● **EXERCISE DIRECTIONS**:
In the data below, which lines contain "Quito"? List them by copying each one.

Collected data:
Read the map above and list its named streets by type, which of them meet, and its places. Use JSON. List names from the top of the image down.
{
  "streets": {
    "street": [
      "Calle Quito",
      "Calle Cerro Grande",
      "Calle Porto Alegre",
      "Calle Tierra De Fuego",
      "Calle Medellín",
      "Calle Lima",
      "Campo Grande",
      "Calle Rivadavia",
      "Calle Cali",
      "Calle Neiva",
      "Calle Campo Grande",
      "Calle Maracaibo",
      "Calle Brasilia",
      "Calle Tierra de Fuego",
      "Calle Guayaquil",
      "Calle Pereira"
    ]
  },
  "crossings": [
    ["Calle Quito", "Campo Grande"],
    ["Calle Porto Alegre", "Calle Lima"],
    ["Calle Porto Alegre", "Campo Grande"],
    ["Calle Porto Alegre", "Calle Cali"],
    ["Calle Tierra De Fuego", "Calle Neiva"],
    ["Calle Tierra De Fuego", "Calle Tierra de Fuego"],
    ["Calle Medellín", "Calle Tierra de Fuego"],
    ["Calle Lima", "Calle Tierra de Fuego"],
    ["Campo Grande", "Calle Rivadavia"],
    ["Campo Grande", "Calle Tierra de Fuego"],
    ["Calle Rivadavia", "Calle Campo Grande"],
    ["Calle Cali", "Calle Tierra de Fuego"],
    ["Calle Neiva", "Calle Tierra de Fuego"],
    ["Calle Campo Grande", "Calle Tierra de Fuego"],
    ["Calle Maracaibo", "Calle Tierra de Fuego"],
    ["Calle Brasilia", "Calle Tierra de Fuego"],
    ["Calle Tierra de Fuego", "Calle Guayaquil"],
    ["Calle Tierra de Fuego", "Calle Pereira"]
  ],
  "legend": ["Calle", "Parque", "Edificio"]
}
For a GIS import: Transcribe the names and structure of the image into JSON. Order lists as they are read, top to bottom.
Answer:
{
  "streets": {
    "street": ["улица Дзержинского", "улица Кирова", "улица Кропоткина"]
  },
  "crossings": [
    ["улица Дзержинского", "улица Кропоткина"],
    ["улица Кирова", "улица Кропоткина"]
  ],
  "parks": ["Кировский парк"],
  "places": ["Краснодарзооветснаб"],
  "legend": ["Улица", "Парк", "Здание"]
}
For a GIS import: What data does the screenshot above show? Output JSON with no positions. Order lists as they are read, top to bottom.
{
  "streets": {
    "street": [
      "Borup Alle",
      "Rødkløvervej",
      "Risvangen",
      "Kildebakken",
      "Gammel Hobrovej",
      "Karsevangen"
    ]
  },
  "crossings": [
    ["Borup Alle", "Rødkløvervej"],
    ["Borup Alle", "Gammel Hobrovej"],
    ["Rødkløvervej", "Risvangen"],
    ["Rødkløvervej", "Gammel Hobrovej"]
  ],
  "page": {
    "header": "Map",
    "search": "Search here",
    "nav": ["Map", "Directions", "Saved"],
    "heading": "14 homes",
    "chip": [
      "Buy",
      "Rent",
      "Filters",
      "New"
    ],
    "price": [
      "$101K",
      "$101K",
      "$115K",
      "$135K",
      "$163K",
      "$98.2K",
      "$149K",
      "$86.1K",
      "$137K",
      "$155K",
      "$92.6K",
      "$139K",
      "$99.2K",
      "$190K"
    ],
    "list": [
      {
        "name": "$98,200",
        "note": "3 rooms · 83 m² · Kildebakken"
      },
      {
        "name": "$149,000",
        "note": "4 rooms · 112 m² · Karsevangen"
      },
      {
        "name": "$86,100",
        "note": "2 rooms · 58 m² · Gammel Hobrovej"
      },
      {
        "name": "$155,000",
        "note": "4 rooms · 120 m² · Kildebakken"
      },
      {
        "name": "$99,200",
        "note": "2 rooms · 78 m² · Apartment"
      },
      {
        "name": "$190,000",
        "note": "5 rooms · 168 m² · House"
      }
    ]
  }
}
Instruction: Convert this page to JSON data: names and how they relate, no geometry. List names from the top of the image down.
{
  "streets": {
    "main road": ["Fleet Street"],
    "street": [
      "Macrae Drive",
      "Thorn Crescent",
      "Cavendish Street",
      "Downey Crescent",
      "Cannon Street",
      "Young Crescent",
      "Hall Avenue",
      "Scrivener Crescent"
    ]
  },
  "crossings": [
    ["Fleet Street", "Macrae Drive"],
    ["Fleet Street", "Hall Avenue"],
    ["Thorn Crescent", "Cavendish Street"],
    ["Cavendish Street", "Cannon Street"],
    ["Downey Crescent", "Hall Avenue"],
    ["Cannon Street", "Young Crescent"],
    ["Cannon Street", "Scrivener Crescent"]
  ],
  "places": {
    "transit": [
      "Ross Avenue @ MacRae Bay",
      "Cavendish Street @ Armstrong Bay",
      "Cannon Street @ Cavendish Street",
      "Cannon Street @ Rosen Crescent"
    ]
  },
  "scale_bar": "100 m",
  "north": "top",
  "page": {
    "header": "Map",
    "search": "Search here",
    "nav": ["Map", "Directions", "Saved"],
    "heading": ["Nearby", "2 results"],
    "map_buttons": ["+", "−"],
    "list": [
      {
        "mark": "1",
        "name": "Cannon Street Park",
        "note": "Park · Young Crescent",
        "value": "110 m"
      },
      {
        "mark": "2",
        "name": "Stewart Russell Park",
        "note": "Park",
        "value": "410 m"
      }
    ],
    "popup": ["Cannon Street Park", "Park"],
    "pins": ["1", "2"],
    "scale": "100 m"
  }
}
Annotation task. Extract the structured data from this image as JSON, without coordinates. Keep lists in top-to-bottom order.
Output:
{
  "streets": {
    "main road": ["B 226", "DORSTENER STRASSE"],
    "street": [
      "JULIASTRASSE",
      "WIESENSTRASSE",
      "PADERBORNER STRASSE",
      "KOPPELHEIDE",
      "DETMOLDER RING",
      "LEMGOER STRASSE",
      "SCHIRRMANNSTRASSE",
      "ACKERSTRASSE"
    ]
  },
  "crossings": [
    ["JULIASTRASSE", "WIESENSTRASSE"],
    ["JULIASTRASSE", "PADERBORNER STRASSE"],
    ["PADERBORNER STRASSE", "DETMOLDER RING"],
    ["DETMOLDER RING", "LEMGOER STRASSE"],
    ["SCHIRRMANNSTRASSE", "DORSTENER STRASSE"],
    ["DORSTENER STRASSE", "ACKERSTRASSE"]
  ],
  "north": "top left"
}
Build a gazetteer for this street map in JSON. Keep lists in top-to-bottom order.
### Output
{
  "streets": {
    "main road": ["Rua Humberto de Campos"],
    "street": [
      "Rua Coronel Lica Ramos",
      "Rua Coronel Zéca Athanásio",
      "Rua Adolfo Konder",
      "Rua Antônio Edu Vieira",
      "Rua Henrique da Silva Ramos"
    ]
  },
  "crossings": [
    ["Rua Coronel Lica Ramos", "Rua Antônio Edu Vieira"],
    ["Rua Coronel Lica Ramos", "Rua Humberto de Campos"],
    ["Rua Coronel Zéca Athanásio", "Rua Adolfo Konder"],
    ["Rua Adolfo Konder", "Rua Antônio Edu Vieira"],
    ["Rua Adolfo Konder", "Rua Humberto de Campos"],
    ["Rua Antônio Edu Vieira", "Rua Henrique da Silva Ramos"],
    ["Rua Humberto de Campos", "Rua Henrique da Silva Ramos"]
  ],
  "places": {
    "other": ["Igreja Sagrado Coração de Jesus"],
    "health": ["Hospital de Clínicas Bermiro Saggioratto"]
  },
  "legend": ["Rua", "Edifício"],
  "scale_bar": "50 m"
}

● **EXPECTED ANSWER**:
      "Calle Quito",
    ["Calle Quito", "Campo Grande"],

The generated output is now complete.